(The task) What's needed is the listing below, repeated word for word with no pictures.

(Record excerpts)

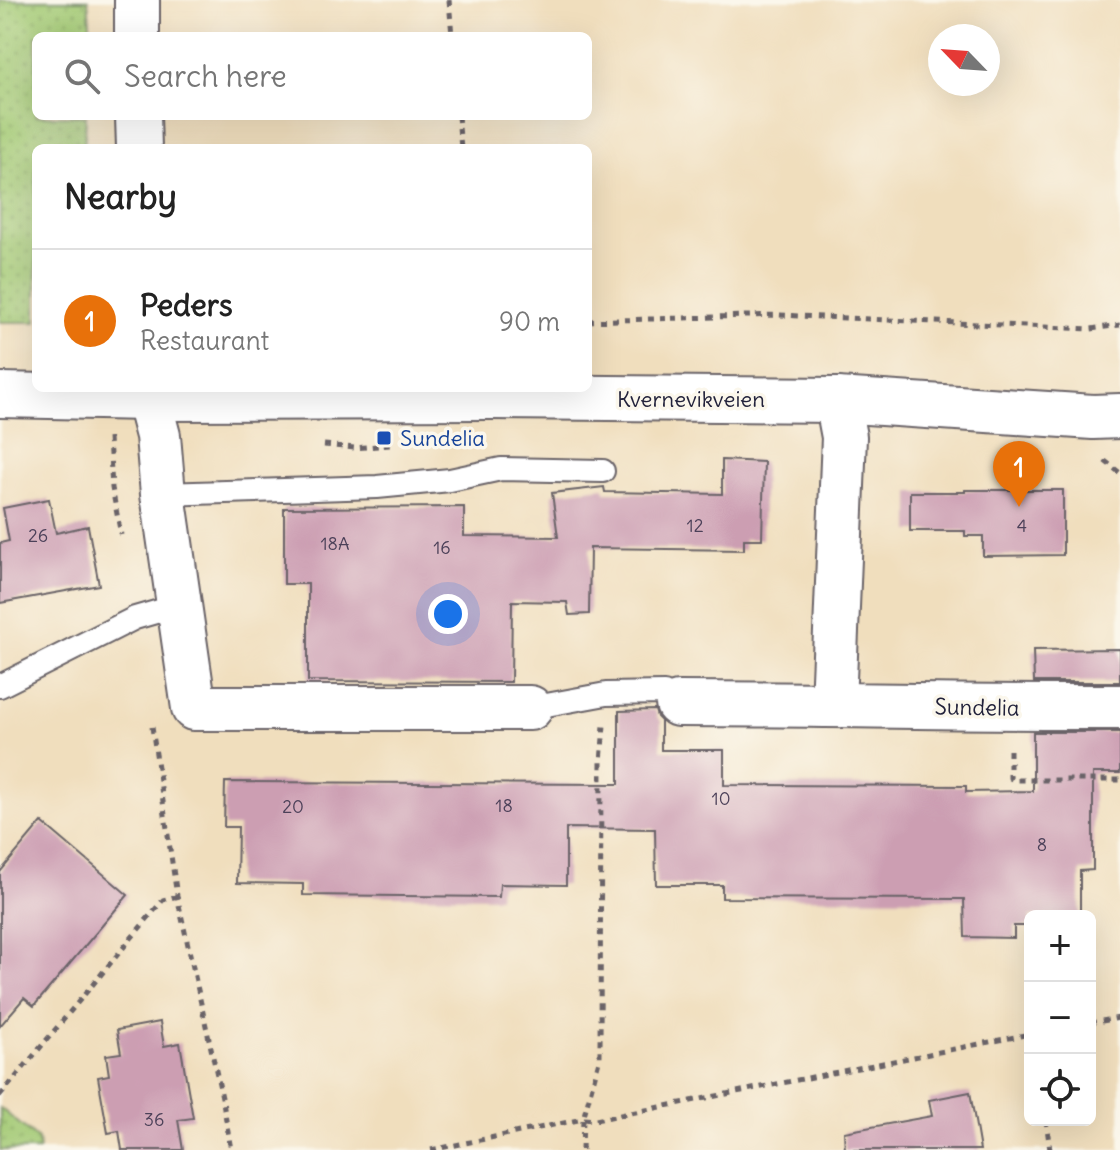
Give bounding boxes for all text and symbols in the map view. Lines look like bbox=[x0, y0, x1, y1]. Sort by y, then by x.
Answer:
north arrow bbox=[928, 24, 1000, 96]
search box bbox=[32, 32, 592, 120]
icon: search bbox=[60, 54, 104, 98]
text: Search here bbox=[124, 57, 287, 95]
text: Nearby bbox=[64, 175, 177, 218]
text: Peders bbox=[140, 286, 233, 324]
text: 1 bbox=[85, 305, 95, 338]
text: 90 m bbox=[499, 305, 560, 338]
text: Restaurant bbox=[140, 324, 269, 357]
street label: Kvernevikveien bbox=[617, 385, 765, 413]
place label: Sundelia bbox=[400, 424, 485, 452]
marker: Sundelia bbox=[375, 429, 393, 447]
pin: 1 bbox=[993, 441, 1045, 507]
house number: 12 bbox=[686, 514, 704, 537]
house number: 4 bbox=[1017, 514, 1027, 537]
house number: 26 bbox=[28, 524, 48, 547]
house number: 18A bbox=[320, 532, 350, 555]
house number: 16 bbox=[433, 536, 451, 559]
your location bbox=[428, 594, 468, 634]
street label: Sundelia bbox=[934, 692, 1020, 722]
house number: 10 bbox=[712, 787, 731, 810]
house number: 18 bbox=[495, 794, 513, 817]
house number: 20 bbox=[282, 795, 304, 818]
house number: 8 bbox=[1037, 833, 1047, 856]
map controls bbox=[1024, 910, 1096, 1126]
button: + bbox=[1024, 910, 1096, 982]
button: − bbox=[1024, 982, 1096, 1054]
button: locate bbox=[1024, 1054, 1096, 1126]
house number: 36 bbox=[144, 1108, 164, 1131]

(Output for this exercise)
Give bounding boxes for all text and symbols in the map view. Lines look like bbox=[x0, y0, x1, y1]. Sort by y, then by x.
Answer:
north arrow bbox=[928, 24, 1000, 96]
search box bbox=[32, 32, 592, 120]
icon: search bbox=[60, 54, 104, 98]
text: Search here bbox=[124, 57, 287, 95]
text: Nearby bbox=[64, 175, 177, 218]
text: Peders bbox=[140, 286, 233, 324]
text: 1 bbox=[85, 305, 95, 338]
text: 90 m bbox=[499, 305, 560, 338]
text: Restaurant bbox=[140, 324, 269, 357]
street label: Kvernevikveien bbox=[617, 385, 765, 413]
place label: Sundelia bbox=[400, 424, 485, 452]
marker: Sundelia bbox=[375, 429, 393, 447]
pin: 1 bbox=[993, 441, 1045, 507]
house number: 12 bbox=[686, 514, 704, 537]
house number: 4 bbox=[1017, 514, 1027, 537]
house number: 26 bbox=[28, 524, 48, 547]
house number: 18A bbox=[320, 532, 350, 555]
house number: 16 bbox=[433, 536, 451, 559]
your location bbox=[428, 594, 468, 634]
street label: Sundelia bbox=[934, 692, 1020, 722]
house number: 10 bbox=[712, 787, 731, 810]
house number: 18 bbox=[495, 794, 513, 817]
house number: 20 bbox=[282, 795, 304, 818]
house number: 8 bbox=[1037, 833, 1047, 856]
map controls bbox=[1024, 910, 1096, 1126]
button: + bbox=[1024, 910, 1096, 982]
button: − bbox=[1024, 982, 1096, 1054]
button: locate bbox=[1024, 1054, 1096, 1126]
house number: 36 bbox=[144, 1108, 164, 1131]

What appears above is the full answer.